Assessing for suicidal ideation, intent, and plan is the immediate priority when a client expresses
hopelessness or passive suicidal thoughts. This guides risk level and interventions. Reassurance (B)
is non-therapeutic and minimizes distress. Notification (C) may be needed later but assessment
comes first. Documentation (D) without action is unsafe.
,4. Which behavior by a nurse demonstrates adherence to ethical principles when caring for a client
who refuses antipsychotic medication?
A. Administering the medication covertly in food
B. Respecting the client’s right to refuse and documenting the refusal
C. Telling the client they will be secluded if they don’t comply
D. Calling the provider to request an involuntary hold
B. Respecting the client’s right to refuse and documenting the refusal
Competent clients have the legal and ethical right to refuse treatment. Covert administration (A)
violates autonomy and informed consent. Threats (C) are coercive and unethical. Involuntary holds
(D) require specific legal criteria (e.g., danger to self/others), not mere noncompliance.
5. A client with bipolar disorder in the manic phase is pacing rapidly, speaking loudly, and
interrupting others.
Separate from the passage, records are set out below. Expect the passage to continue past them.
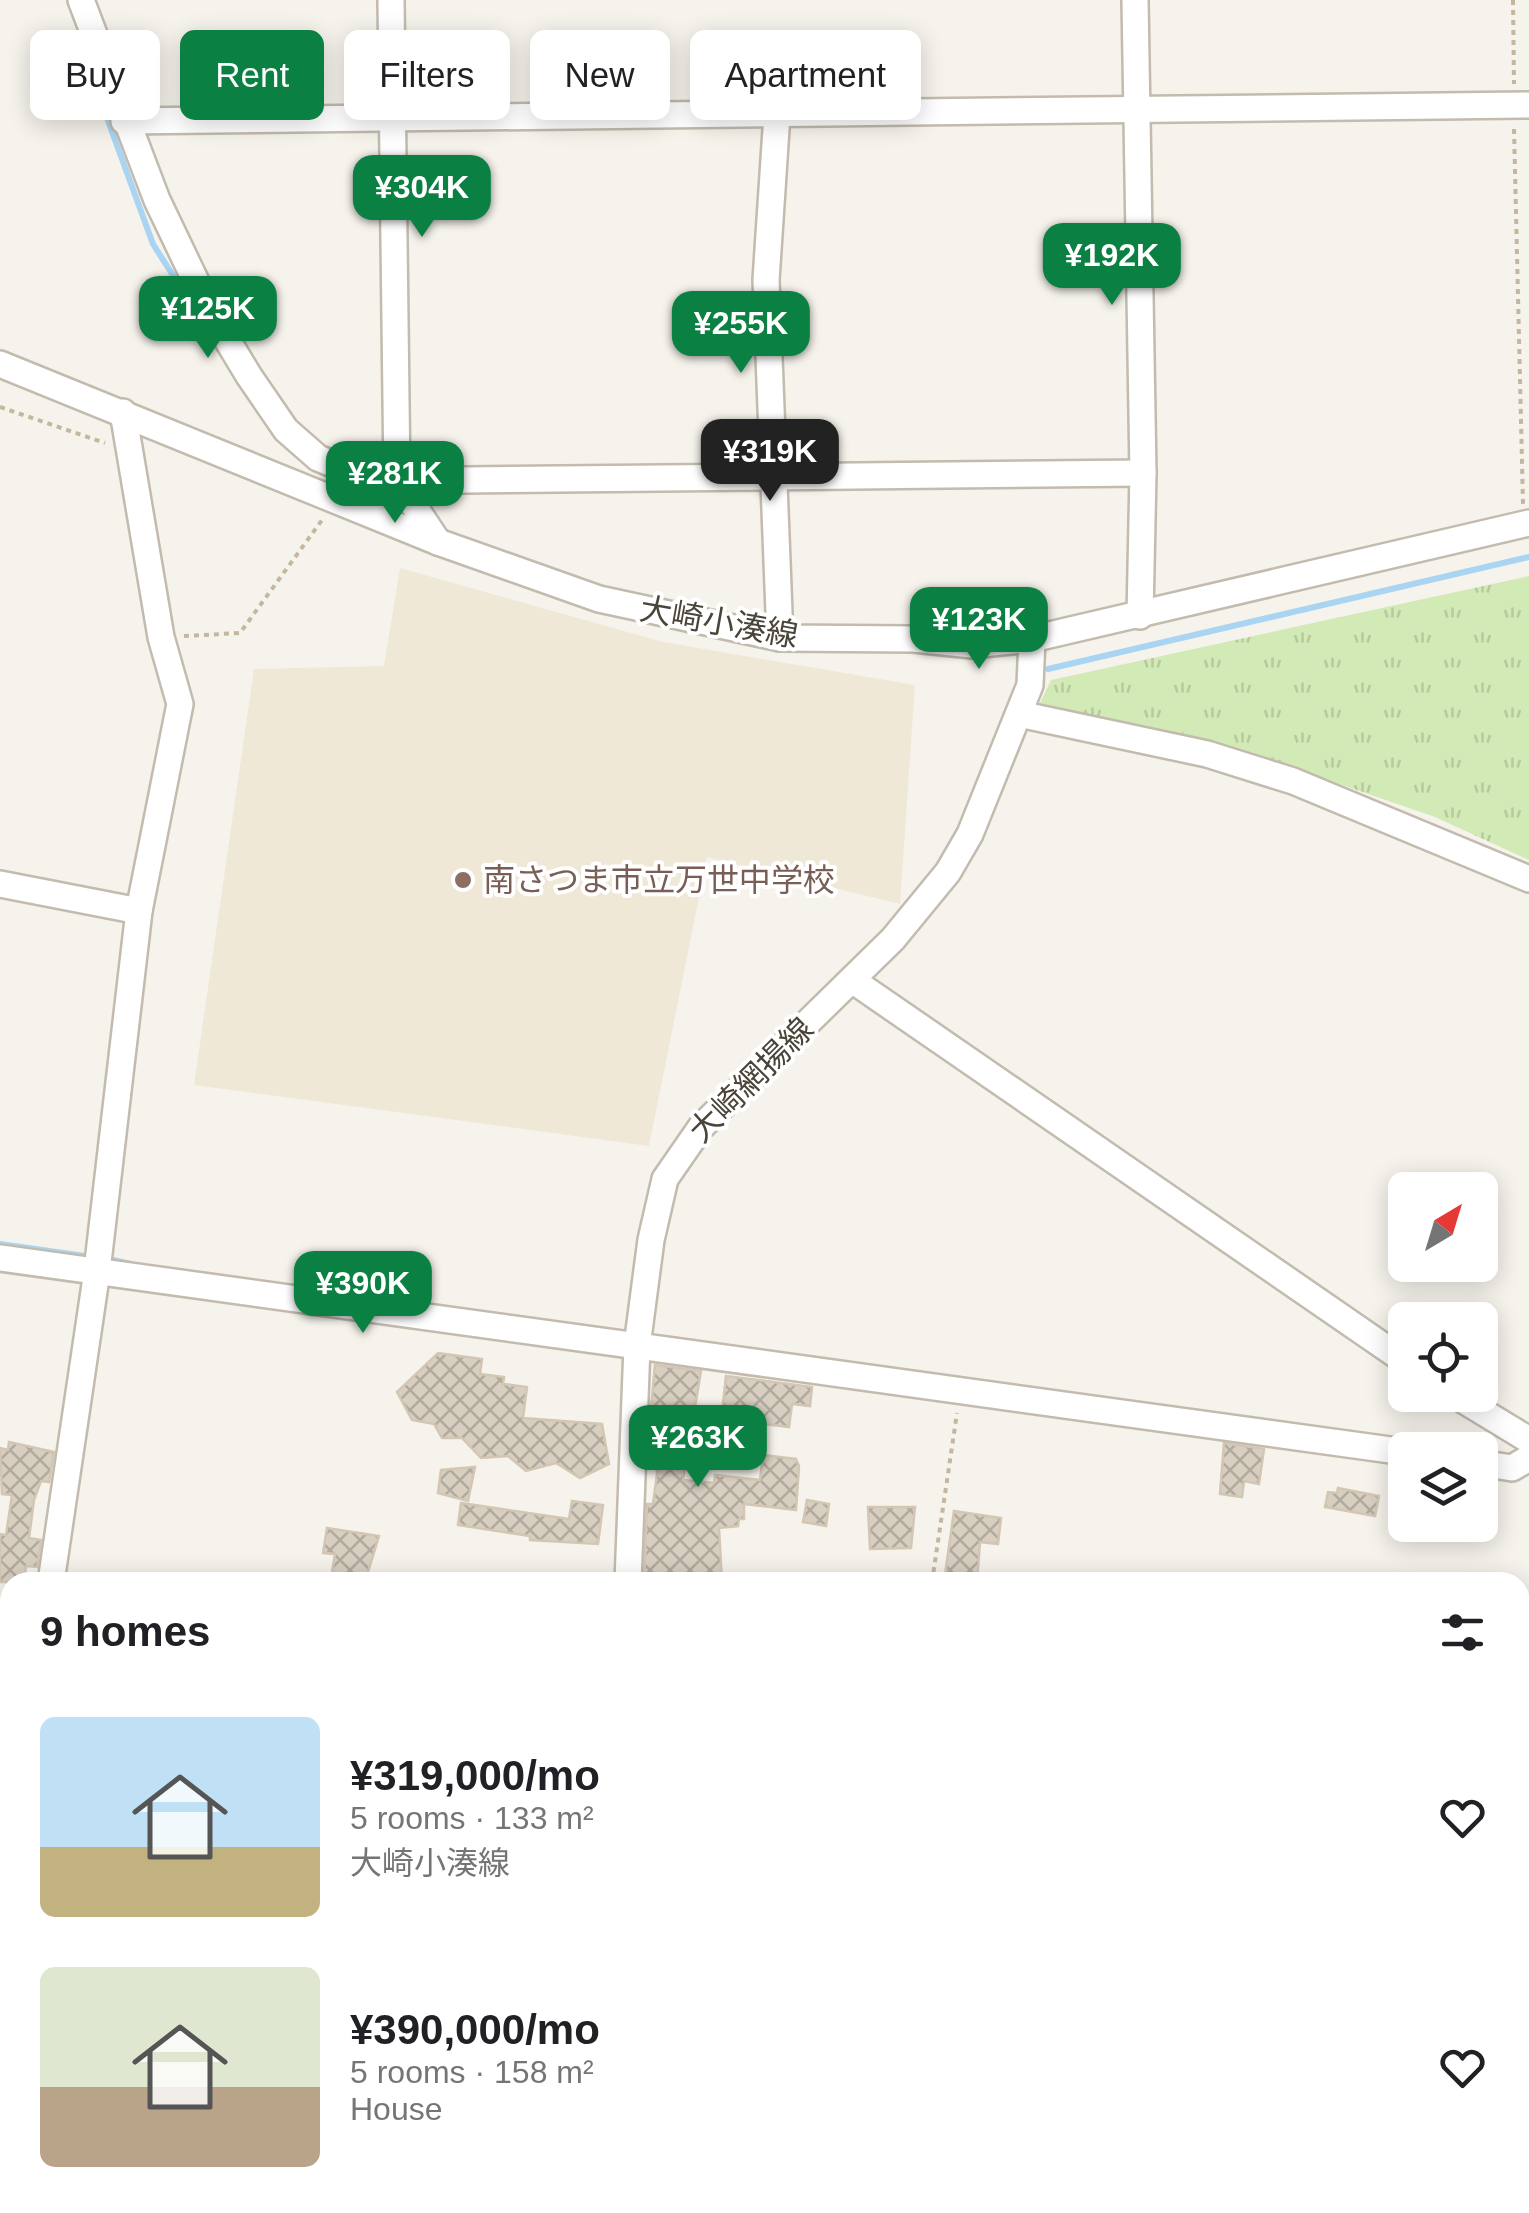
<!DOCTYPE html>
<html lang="en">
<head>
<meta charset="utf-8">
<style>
  body { margin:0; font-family:Arial,"Noto Sans JP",sans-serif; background:#f2f2f2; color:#202124; height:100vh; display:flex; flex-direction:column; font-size:38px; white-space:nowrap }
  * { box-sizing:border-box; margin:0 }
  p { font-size:32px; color:#757577 }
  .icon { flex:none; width:55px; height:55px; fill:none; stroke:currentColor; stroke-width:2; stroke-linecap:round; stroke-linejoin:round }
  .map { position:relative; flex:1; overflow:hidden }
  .details { position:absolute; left:0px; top:1572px; width:1530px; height:642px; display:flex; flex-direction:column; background:#fff; border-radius:30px 30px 0 0; box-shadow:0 5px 25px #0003 }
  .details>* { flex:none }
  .banner { position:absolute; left:30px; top:30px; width:1000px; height:90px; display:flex; gap:20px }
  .needle { width:65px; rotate:38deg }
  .buttons { position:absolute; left:1388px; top:1172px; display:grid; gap:20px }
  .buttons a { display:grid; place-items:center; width:110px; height:110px; border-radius:15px; background:#fff; box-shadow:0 5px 25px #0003; font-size:50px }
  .price { position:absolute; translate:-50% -85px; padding:0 22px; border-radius:20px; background:#0b8043; color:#fff; font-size:32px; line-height:65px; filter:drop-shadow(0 2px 5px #0008) }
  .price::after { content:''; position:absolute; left:50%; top:60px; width:30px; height:22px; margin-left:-15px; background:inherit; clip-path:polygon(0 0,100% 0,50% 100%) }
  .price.active { background:#222; color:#fff }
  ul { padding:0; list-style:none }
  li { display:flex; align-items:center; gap:30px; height:250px; padding:0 40px }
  li span { display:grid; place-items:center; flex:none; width:280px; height:200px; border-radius:15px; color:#555 }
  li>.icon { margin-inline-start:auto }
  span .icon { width:120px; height:120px; fill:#fffc; stroke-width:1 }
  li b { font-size:42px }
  h2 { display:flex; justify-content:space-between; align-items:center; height:120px; padding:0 40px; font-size:42px }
  .pill { padding:0 35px; border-radius:15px; background:#fff; box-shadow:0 5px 25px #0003; font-size:35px; line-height:90px }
  .pill.active { background:#0b8043; color:#fff }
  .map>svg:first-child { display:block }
</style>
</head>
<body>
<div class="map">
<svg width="1529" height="2213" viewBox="0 0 1529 2213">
  <defs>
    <pattern id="park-tufts" width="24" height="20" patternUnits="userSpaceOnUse" patternTransform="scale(2.5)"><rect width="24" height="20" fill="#d2eab5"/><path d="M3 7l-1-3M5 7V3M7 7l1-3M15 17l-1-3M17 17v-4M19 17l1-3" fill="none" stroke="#b6ca9c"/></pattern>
    <pattern id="building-cross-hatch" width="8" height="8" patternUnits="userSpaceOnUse" patternTransform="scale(2.5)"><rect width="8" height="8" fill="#d8cfc1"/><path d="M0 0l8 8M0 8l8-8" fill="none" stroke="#b1aa9e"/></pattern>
  </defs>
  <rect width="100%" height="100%" fill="#f6f3ec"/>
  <path fill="#efe8d6" d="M400,568l263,74 252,43 -15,219 -193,-47 -58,289 -455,-61 60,-416 130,-3z"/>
  <path fill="url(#park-tufts)" d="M1529,576v284l-94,-43 -165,-57 -230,-57 11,-23z"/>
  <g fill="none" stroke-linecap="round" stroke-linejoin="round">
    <g stroke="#a9d4f2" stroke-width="6">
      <path d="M99,96l54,148 49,77"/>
      <path d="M328,475l69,30"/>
      <path d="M1048,669l481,-112"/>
      <path d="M0,1244l92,13"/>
      <path d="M104,1258l27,6"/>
      <path d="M1407,1445l48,5"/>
    </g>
  </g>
  <g fill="url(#building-cross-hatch)" stroke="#d3c7b4" stroke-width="2.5">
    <path d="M438,1353l44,6 -2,15 24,3 -1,7 24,3 -4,31 79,6 7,40 -29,14 -24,-15 -30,8 -18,-15 -27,2 -19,-20h-20l-8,-14 -22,-4 -15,-28z"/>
    <path d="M655,1365l46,6 -18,109 31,3 1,-8 45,5 3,-25 33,4 3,7 -3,44 -52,-6v15h-5l-1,7 -19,2 3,54 -78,-1 3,-77h6l4,-30 -1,-13h-5l7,-41 -8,-1z"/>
    <path d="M726,1376l86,11 -2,19 -18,-2 -3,23 -48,-6 -2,14 -19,-3z"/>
    <path d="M9,1442l45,10 -5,30 -8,-1 -7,19 -5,38 12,2 -4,27 -11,-1 -2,16h-24v-48l6,1 6,-40 -10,-1 -2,-46 8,2z"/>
    <path d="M1224,1443l40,6 -5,35 -15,-3 -2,16 -22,-3z"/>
    <path d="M475,1467l-7,34 -30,-8 3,-23z"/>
    <path d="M1338,1488l41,8 -4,20 -50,-9 3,-15 9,1z"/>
    <path d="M807,1500l22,4 -3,22 -23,-4z"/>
    <path d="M572,1501l31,4 -5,39 -68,-4v-4l-72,-11 3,-22 108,16z"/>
    <path d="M868,1507h47l-4,41 -41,1z"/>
    <path d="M954,1511l47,7 -3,26 -18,-2 -3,40h-33z"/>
    <path d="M327,1528l52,8 -14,46 -34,-4 4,-24 -12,-1z"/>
  </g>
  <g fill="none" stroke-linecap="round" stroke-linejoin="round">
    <g stroke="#c2bbae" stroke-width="30">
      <g id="minor">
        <path d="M81,0l76,200 54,113 38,63 37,54 32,28 56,23 769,-8"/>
        <path d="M391,0l6,480 41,62"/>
        <path d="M1135,0l8,473 -3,143"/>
        <path d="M777,114l-11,166 14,358"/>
        <path d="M124,121l1405,-16"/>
        <path d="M0,364l438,178 161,57 181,39 133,1 59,6 60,-6 497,-116"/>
        <path d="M1019,714l188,40 86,27 236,98"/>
        <path d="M0,884l139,27"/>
        <path d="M852,980l553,381"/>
        <path d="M0,1258l1405,194"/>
        <path d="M1455,1395l74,45"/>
        <path d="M1480,1463l32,5 17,-10"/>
        <path d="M51,1582l46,-311 42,-360 41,-207 -19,-67 -38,-225"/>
        <path d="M628,1582l9,-236 14,-106 14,-61 36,-52 192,-188 55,-67 22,-38 60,-149 2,-46"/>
        <path d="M1520,1658l9,-5"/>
        <path d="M1520,1718l9,-1"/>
        <path d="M0,1773l10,3"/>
        <path d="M0,1900l10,-79"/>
        <path d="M0,1950v84"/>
        <path d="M1520,1961l9,-11"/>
        <path d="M1520,2165l9,-23"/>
        <path d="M396,2205l18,8"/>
        <path d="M670,2205l1,8"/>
        <path d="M1179,2205l3,8"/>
        <path d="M265,2213l2,-8"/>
        <path d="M1511,2213l1,-8"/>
      </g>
    </g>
    <g stroke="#e0a43c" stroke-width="42">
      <g id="highway">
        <path d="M0,1903h10"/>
        <path d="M1520,1981l9,9"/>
      </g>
    </g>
    <g stroke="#c4b79f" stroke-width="4" stroke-dasharray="5 5" stroke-linecap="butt">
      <path d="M1513,0l1,84"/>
      <path d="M1514,129l9,375"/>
      <path d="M0,407l105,36"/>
      <path d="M184,636l56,-3 82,-113"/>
      <path d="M932,1582l25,-169"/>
      <path d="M130,2205l29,8"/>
      <path d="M72,2213l7,-8"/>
      <path d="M728,2213l5,-8"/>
    </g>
    <use href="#minor" stroke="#fff" stroke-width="25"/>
    <use href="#highway" stroke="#ffcf6e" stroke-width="38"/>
  </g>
  <circle fill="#8d6e63" stroke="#fff" stroke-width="4" cx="463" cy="880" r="10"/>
  <g text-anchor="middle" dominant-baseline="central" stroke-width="8" stroke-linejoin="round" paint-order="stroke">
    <g font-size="32" fill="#4b4439" stroke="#fff">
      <text transform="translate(719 622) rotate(10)">大崎小湊線</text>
      <text transform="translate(751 1080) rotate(-45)">大崎網揚線</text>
    </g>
    <g font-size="32" fill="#785e54" stroke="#fff" text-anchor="start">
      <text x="483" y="880">南さつま市立万世中学校</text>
    </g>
  </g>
</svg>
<div class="buttons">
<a><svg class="needle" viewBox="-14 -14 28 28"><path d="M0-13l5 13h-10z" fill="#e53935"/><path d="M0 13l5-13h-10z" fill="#757577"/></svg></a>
<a><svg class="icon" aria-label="locate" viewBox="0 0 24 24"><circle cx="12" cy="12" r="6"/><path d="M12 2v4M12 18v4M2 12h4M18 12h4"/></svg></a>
<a><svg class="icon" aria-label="layers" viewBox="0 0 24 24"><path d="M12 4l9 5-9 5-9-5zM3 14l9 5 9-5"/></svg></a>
</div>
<b class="price" style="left:422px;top:240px">¥304K</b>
<b class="price" style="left:1112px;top:308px">¥192K</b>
<b class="price" style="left:208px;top:361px">¥125K</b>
<b class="price" style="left:741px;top:376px">¥255K</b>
<b class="price active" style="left:770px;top:504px">¥319K</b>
<b class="price" style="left:395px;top:526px">¥281K</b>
<b class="price" style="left:979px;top:672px">¥123K</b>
<b class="price" style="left:363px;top:1336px">¥390K</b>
<b class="price" style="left:698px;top:1490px">¥263K</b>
<div class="banner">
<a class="pill">Buy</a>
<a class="pill active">Rent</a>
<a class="pill">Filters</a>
<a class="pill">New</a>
<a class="pill">Apartment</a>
</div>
<section class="details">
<h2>9 homes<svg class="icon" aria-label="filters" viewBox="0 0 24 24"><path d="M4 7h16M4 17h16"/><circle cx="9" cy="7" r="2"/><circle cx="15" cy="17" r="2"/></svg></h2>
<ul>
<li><span style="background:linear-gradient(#bfe0f5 65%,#c2b280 0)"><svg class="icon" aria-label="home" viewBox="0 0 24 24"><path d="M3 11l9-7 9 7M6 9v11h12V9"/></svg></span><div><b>¥319,000/mo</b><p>5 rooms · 133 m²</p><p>大崎小湊線</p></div><svg class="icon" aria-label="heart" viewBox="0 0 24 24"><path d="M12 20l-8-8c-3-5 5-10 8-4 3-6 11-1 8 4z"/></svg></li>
<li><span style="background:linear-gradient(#dfe7d0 60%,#b9a48a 0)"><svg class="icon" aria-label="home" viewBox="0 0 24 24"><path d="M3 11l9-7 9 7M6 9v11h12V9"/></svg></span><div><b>¥390,000/mo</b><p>5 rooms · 158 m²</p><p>House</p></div><svg class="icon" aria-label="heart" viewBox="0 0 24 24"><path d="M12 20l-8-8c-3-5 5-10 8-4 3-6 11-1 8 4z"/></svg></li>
</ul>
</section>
</div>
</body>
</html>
What is the most appropriate milieu intervention?
A. Place the client in seclusion immediately
B. Offer a quiet space and simple, one-step directions
C. Engage the client in a group discussion to redirect energy
D. Ignore the behavior to avoid reinforcement
B. Offer a quiet space and simple, one-step directions
Clients in mania are overstimulated; reducing environmental stimuli and using clear, concise
communication helps decrease agitation. Seclusion (A) is a last resort for imminent danger. Group
activities (C) may increase stimulation. Ignoring (D) neglects safety and de-escalation needs.
6. A client with major depressive disorder says, “Nothing matters anymore.” The nurse recognizes
this as a sign of:
A. Anhedonia
, B. Hopelessness
C. Guilt
D. Psychomotor retardation
B. Hopelessness
Hopelessness is a core symptom of depression and a significant risk factor for suicide. Anhedonia
(A) is loss of pleasure. Guilt (C) involves excessive self-blame. Psychomotor retardation (D) refers to
slowed movement and speech.
7. Which medication requires regular monitoring of thyroid function?
A. Fluoxetine
B. Lithium
C. Risperidone
D. Lorazepam
B. Lithium
Lithium can cause hypothyroidism; therefore, thyroid-stimulating hormone (TSH) levels should be
monitored periodically. Fluoxetine (A) is an SSRI with no direct thyroid effect. Risperidone (C) may
affect prolactin but not thyroid. Lorazepam (D) is a benzodiazepine unrelated to thyroid function.
8. A nurse is leading a group therapy session. A client begins to cry while discussing childhood
trauma. What is the most therapeutic response?
A. “It’s okay—everyone here has been through something.”
B. “Would you like to take a break and step outside?”
C. “I see this is very painful for you. Would you like to continue or pause?”
D. “Try to focus on how strong you’ve become since then.”